The first season of the new series will begin in 2021. It will have 12 teams. The races will pit two drivers against each other in a round robin in a round robin style at each location. The cars will be custom-made for the series on a technology similar to Formula E, but with the possibility of making them look like road cars of the participating manufacturer. This allows them to directly promote these cars in a way that they can not use with Formula E, which uses more traditional (but hyper stylized) race cars.

Formula E has met a lot of expectations for a series of races going beyond the use of electric cars. His races are short. They almost all run in the streets of the city. Fans can use social media to give a temporary boost to their favorite drivers during the race. This season, there is even a new Mario KartStyle feature on each course that gives drivers a few minutes of increased power.

This new series, however, will be even further. According to the series, not only will races take place in remote places, such as the Himalayas, the Sahara desert, the Amazon rainforest and even the Arctic, but they will not be televised live or to the public either. Live broadcasts have become an important source of revenue for almost all major racing series beginning in the 1980s, but in-person presence has been the lifeblood of motorsport for much longer. Extreme E will instead produce a series of ten documentaries directed by former actor and filmmaker Fisher Stevens (who is the artistic director of Formula E) and will be broadcast at the end of 2021.

Formula E is currently three races in its fifth season. Launched in 2014, this series aims to promote awareness of green energy and climate change, but also to help automakers advance electric vehicle technology. When the series was launched, Agag introduced it as a site for leading global manufacturers to develop and test efficient EV technologies, which would then be reflected in dozens of electric road cars. that they had planned for the future. years. (This is an argument similar to that of the Formula E fighter, Formula 1, which is considered a test bed for advanced automotive technologies.)

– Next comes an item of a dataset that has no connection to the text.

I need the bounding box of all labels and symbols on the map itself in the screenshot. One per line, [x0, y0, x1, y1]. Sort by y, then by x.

While it is difficult to quantify the impact of Formula E on climate change awareness, the series has certainly been successful in attracting automakers. Audi, BMW, Nissan and Jaguar are all field teams in the series. Mercedes-Benz and Porsche plan to be part of it next season. This exceeds the two or three manufacturers in other major racing series such as NASCAR, IndyCar and Formula One.

The participation of so many automakers has helped transform Agag's unusual idea of ​​a series of 100% electric races in major urban centers into an unusual success. (Money has done the same, Agag has collected and injected hundreds of millions of people into the sport.) The founder and CEO of Formula E has also helped to organize a series of sub-series where competitors fly Jaguar I-Pace electric SUVs on the same urban circuits launched this year. There is also Roborace, a prototype Formula E racing series that is still taking off.

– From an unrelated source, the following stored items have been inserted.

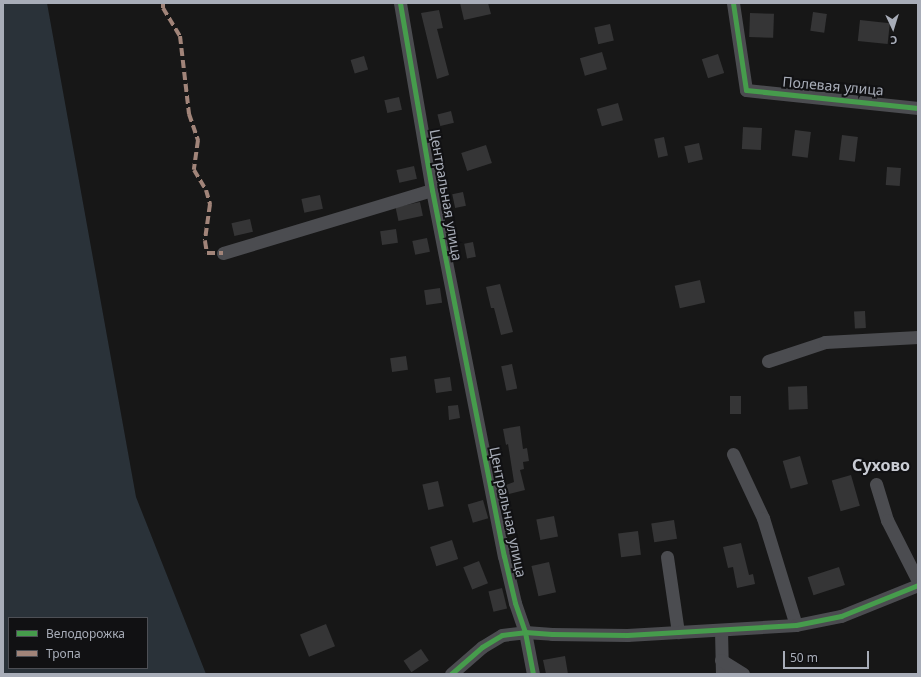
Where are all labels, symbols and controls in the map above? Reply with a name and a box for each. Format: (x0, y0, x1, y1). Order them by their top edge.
north arrow (873, 8, 913, 48)
text: С (890, 33, 898, 48)
street label: Полевая улица (782, 73, 884, 99)
street label: Центральная улица (426, 128, 466, 262)
street label: Центральная улица (486, 445, 530, 579)
district label: Сухово (852, 455, 910, 475)
legend (8, 617, 148, 669)
text: Велодорожка (46, 625, 125, 642)
scale bar (785, 643, 871, 669)
text: Тропа (46, 645, 81, 662)
text: 50 m (790, 649, 818, 666)

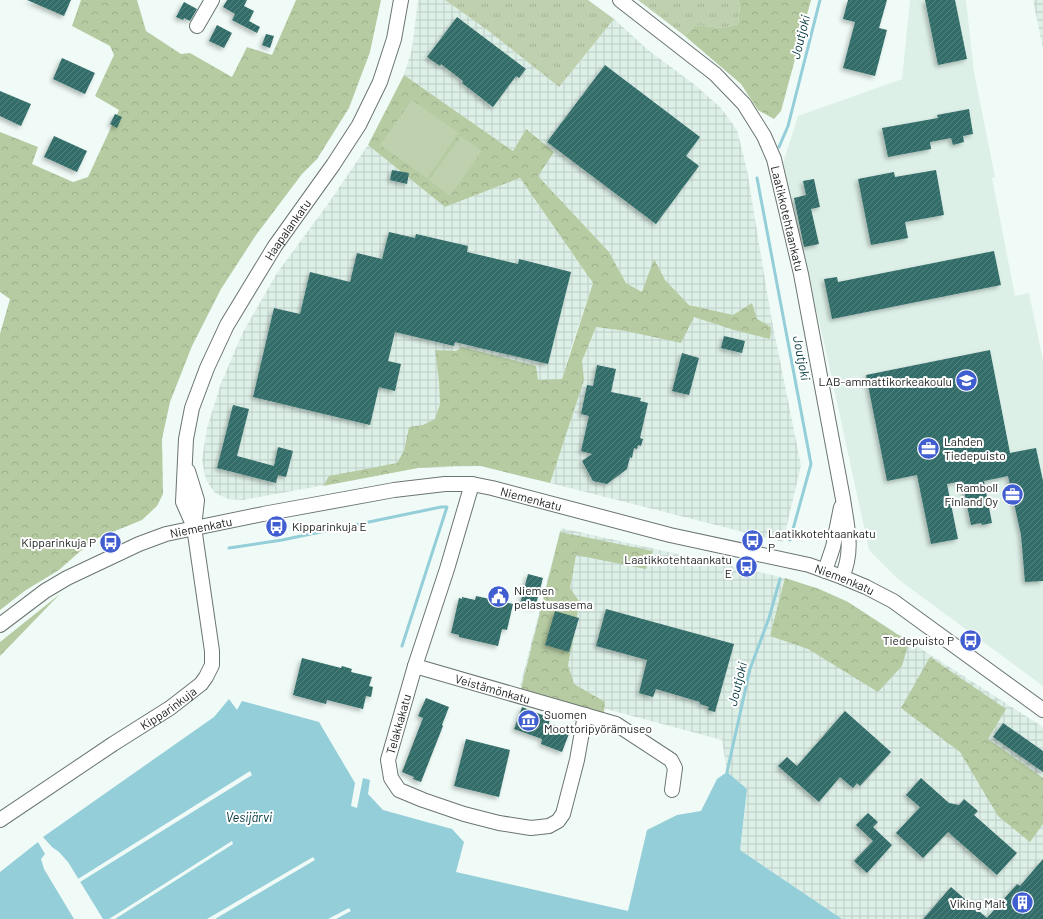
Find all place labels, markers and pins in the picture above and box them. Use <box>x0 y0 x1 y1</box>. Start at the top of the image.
school or university icon: LAB-ammattikorkeakoulu <box>954 368 980 394</box>
place label: LAB-ammattikorkeakoulu <box>818 374 952 388</box>
place label: Lahden Tiedepuisto <box>944 434 1006 462</box>
office icon: Lahden Tiedepuisto <box>915 435 941 461</box>
place label: Ramboll Finland Oy <box>944 480 998 508</box>
office icon: Ramboll Finland Oy <box>1000 481 1026 507</box>
bus stop icon: Kipparinkuja E <box>264 513 290 539</box>
place label: Kipparinkuja E <box>292 519 367 533</box>
place label: Laatikkotehtaankatu P <box>768 526 876 554</box>
bus stop icon: Laatikkotehtaankatu P <box>740 527 766 553</box>
bus stop icon: Kipparinkuja P <box>98 529 124 555</box>
place label: Kipparinkuja P <box>21 535 96 549</box>
place label: Laatikkotehtaankatu E <box>624 552 732 580</box>
bus stop icon: Laatikkotehtaankatu E <box>734 553 760 579</box>
place label: Niemen pelastusasema <box>514 583 593 611</box>
public building icon: Niemen pelastusasema <box>485 584 511 610</box>
bus stop icon: Tiedepuisto P <box>957 627 983 653</box>
place label: Tiedepuisto P <box>883 633 954 647</box>
place label: Suomen Moottoripyörämuseo <box>544 707 652 735</box>
museum icon: Suomen Moottoripyörämuseo <box>516 708 542 734</box>
building icon: Viking Malt <box>1009 890 1035 916</box>
place label: Viking Malt <box>950 896 1006 910</box>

The strange format of Extreme E could have some advantages over these other activities. Overhead costs should be low, without it being necessary to equip each race with a full live broadcast team, or the infrastructure needed to host tens of thousands of fans . But it seems that this is of little interest to some of the manufacturers currently in Formula E. If that happens, Agag's new series of races could help answer a new question on this issue. famous eternal question: if a race takes place in a forest and nobody can look at home or in person, does the winner's choice really count? ?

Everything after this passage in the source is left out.